My first experience of walking into the Cast Halls of the Pennsylvania Academy of the Fine Arts (PAFA) in Philadelphia as a student was accompanied by the feeling that I had walked into the Renaissance. Though I had yet to understand the uses of that fine collection of early plaster casts, I felt as if I was in a space that encouraged reason, reflection and hope as a young artist.
As the first academy of art in the United States, conceived of as early as the 1790s and chartered in 1805, the drawing curriculum at PAFA incorporates the concepts and tools of cast drawing as part of a solid grounding for the artist to this day. The founders’ first act was to purchase fine casts from Paris and Florence for the teaching of drawing. That historic collection is an integral part of the teaching of drawing and form at PAFA today. Cast drawing remains a source and support of critical thinking and practical visual tools.

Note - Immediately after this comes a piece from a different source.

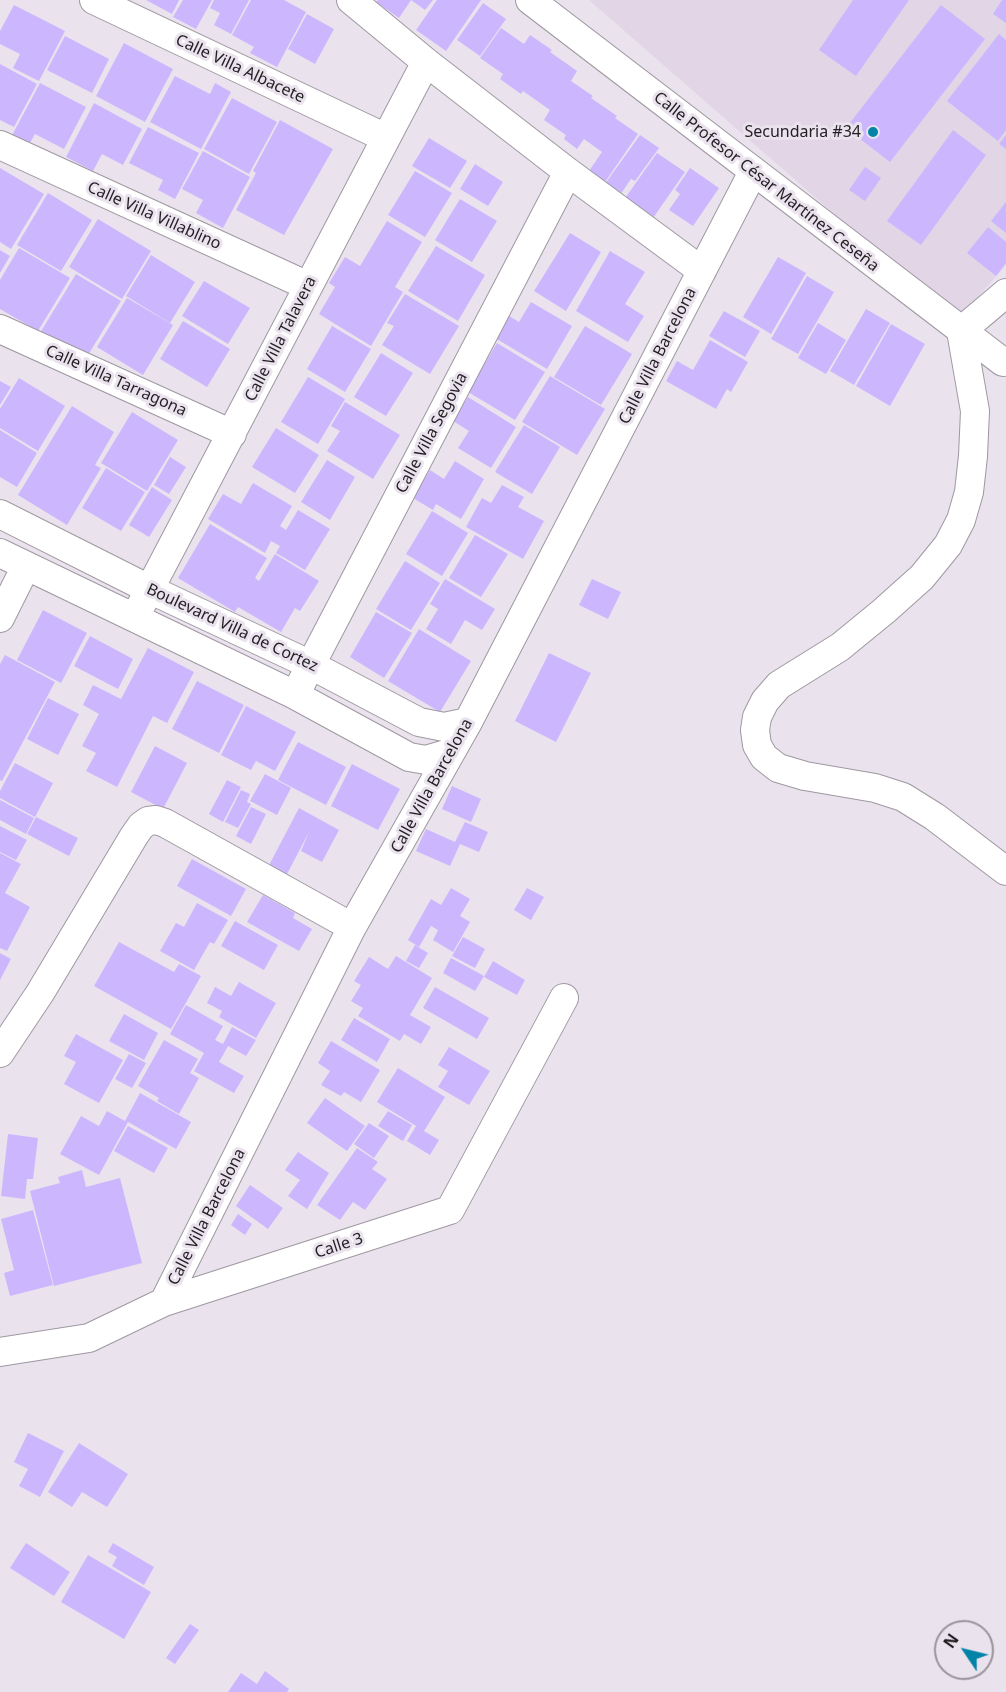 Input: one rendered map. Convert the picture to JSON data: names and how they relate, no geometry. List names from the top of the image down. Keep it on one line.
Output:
{"streets":{"street":["Calle Villa Albacete","Calle Profesor César Martínez Ceseña","Calle Villa Villablino","Calle Villa Talavera","Calle Villa Barcelona","Calle Villa Tarragona","Calle Villa Segovia","Boulevard Villa de Cortez","Calle 3"]},"crossings":[["Calle Villa Albacete","Calle Villa Talavera"],["Calle Profesor César Martínez Ceseña","Calle Villa Barcelona"],["Calle Villa Villablino","Calle Villa Talavera"],["Calle Villa Talavera","Calle Villa Barcelona"],["Calle Villa Talavera","Calle Villa Tarragona"],["Calle Villa Talavera","Boulevard Villa de Cortez"],["Calle Villa Barcelona","Calle Villa Segovia"],["Calle Villa Barcelona","Boulevard Villa de Cortez"],["Calle Villa Barcelona","Calle 3"],["Calle Villa Segovia","Boulevard Villa de Cortez"]],"places":["Secundaria #34"],"north":"top left"}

One of the earliest references to cast drawing as a tool for training artists was made in Leonardo da Vinci’s A Treatise on Painting. Though scholarly debate and speculation suggests that Leonardo may have founded the first Academy of Art in Milan during his lifetime (he died in 1519), the first formal Academy of Art – the Accademia del Disegno – was created in Florence by Georgio Vasari in 1561. Followed rapidly by the founding of numerous academies, royal academies and state-sponsored schools of art in Europe and the United States, cast drawing was always an integral part of the art school curricula until well into the 19th century.